Es sind Lieder aus der Perspektive von Menschen mit Behinderung, die beim Auftritt des Heidelberger Beschwerdechores erklingen. Titel wie "Blindenstockgeklingel", "Vorsicht Stufe" oder "Es ist alles viel zu hoch" spielen auf das Erleben von Blinden, Menschen, die im Rollstuhl sitzen oder kleinwüchsig sind, an. Die "Liedtexte mit Augenzwinkern" senken beim Publikum die Hemmschwelle miteinander ins Gespräch zu kommen.

Das neue "Normal" beim Beschwerdechor in Heidelberg ist die Behinderung.

"Es geht uns nicht nur ums Singen, wir haben auch eine Mission," betont Schadek. "Wir wollen auf die Problematik von Menschen mit Behinderung aufmerksam machen", sagt die Geschäftsführerin der Individualhilfe Heidelberg, die selbst seit ihrer Geburt im Rollstuhl sitzt. Aufklärung komme mit Humor besser an, ist sie überzeugt.

"Es hat uns so viel Spaß gemacht, dass wir weiter machen wollten"

Seinen Anfang nahm der Chor 2014 beim Freiwilligentag der Metropolregion Rhein-Neckar. Etwa 30 Menschen folgten dem Aufruf des Beirats von Menschen mit Behinderung der Stadt Heidelberg und nahmen an dem Workshop "Beschwerdechor" teil. "Es hat uns so viel Spaß gemacht, dass wir weiter machen wollten", erinnert sich die Mitbegründerin Michaela Schadek.

Beschwerdechöre sind gemischte Laienchöre, die alltägliche Mühsale musikalisch und gesanglich aufgreifen. Die kunstvolle Art des Lamentierens gibt es weltweit. 2005 wurden die ersten Beschwerdechöre in Birmingham und 2006 in Helsinki, Hamburg und St. Petersburg gegründet.

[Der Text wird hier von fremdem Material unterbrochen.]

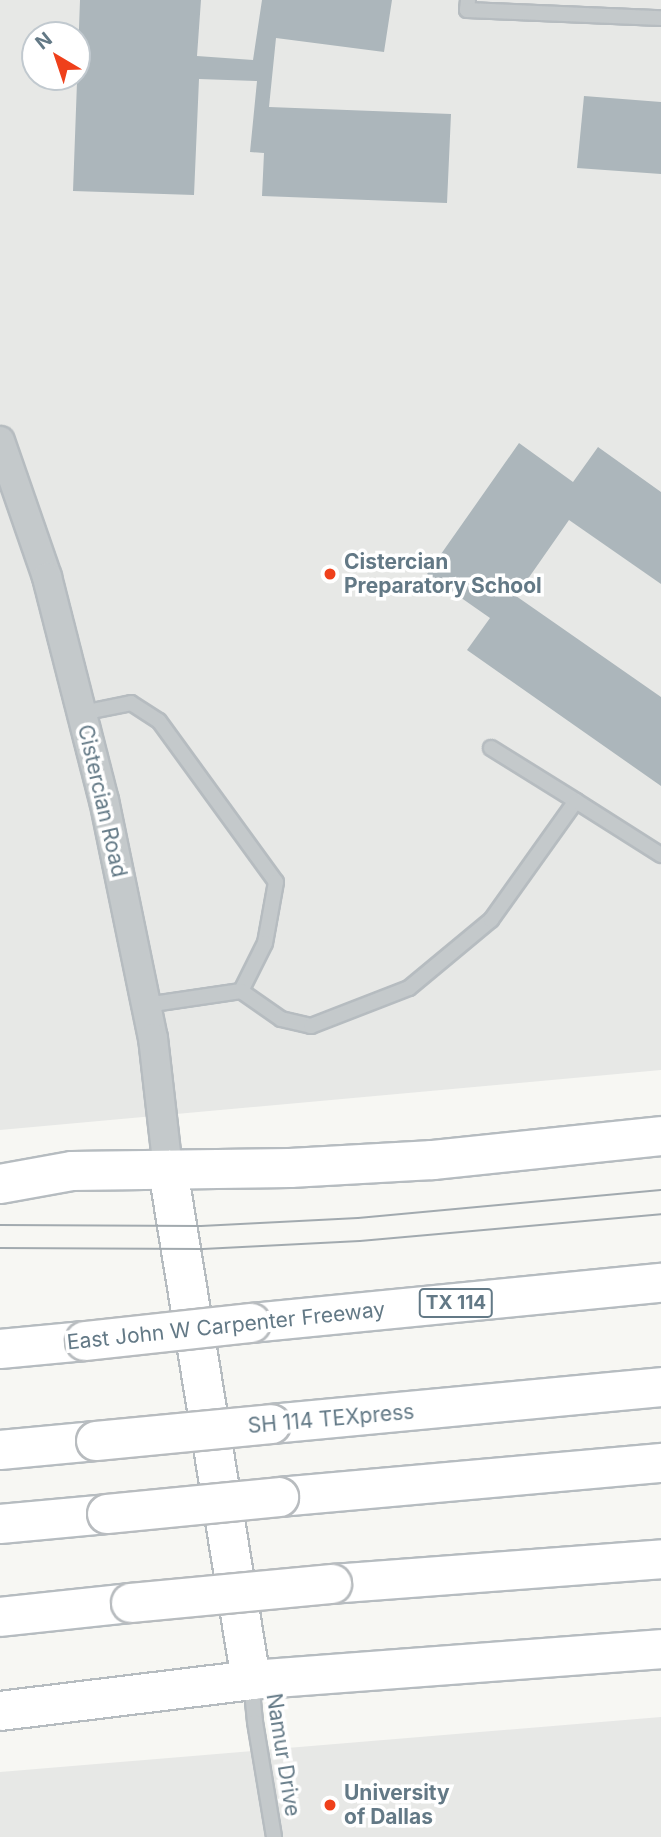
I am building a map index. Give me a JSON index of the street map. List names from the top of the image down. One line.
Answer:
{"streets":{"main road":["TX 114","East John W Carpenter Freeway","SH 114 TEXpress"],"street":["Cistercian Road"],"lane":["Namur Drive"]},"places":["Cistercian Preparatory School","University of Dallas"],"north":"top left"}
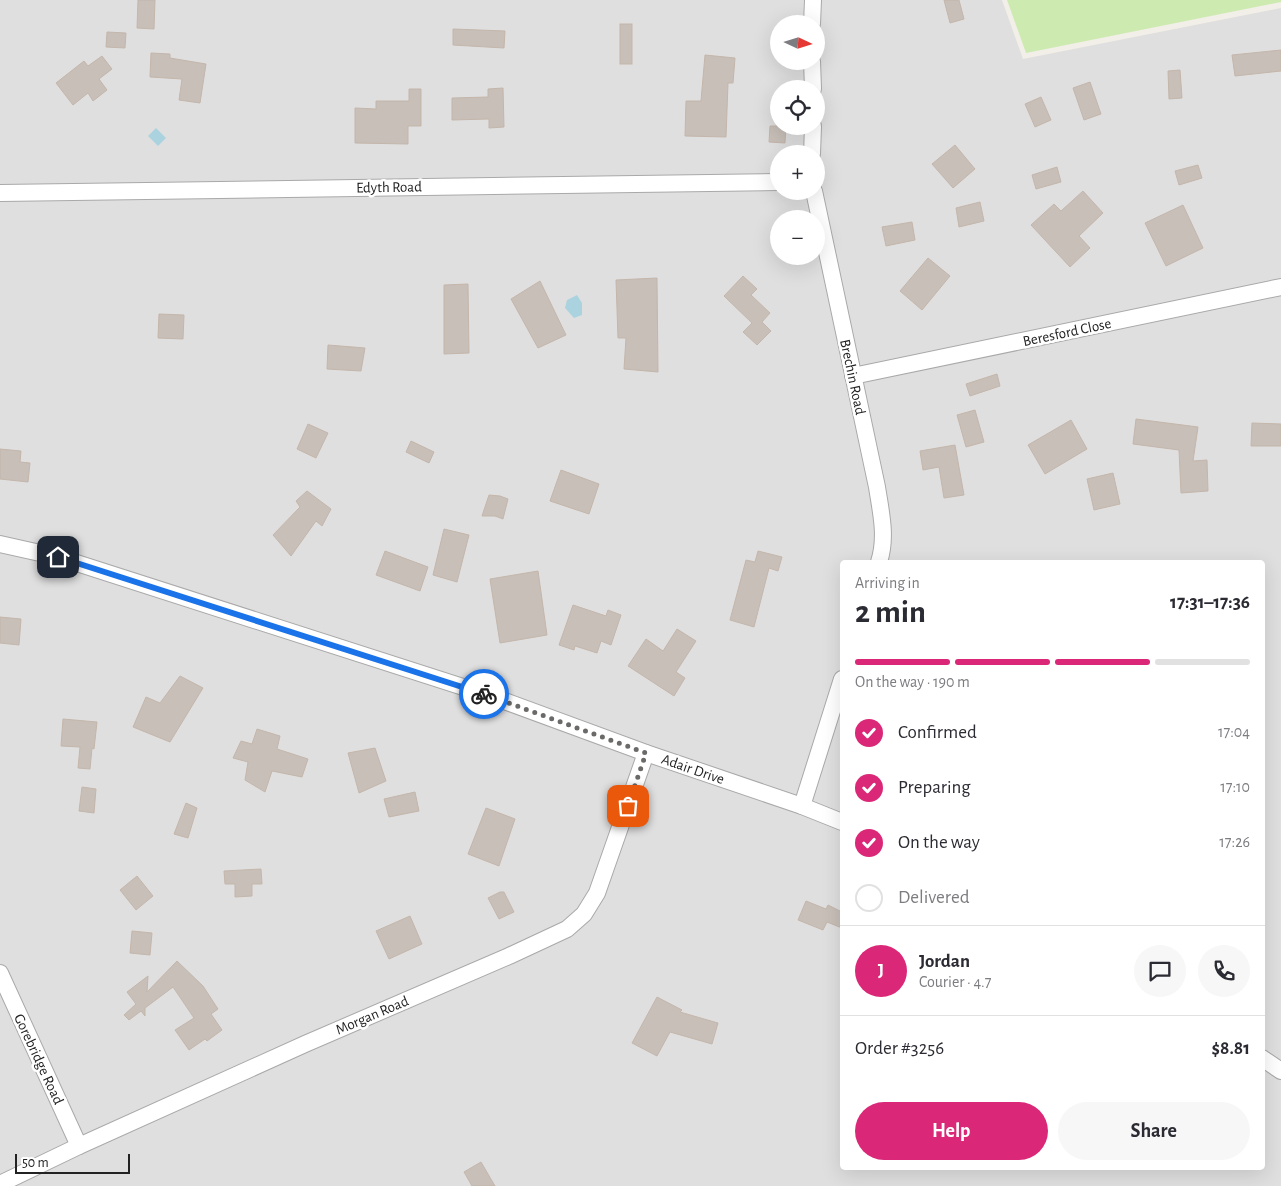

Gesangserfahrung ist denn auch beim Heidelberger Beschwerdechor keine Voraussetzung, um mitzusingen. "Viele können keine Noten lesen", weiß Schadek. "Von uns erwartet keiner eine große Gesangsleistung, wir sind einfach komisch", sagt sie. Komisch und befremdlich mag das Publikum die Darbietungen finden. Denn die Sängerinnen und Sänger reißen auch Witze über die körperliche Behinderung selbst, etwa wenn zwei Blinde zueinander sagen: "Mensch, guck mal!".

Der Lacher gelte nicht dem Menschen, sondern der Situation, erläutert Schadek. So gleicht die Probe des Heidelberger Beschwerdechores mehr einem Familientreffen als einer ernsten Chorprobe. Der Gesang wird ernst, aber nicht bierernst genommen, wenn der akademisch ausgebildete Chorleiter, Bentgens, in "Entertainer-"Manier sagt: "Wir hatten das schon mal schlechter." Ja, ein Zirkusprogramm, bei dem gesungen und beschwert wird, ist alles andere als öde: es ist bunt, schillernd und interessant.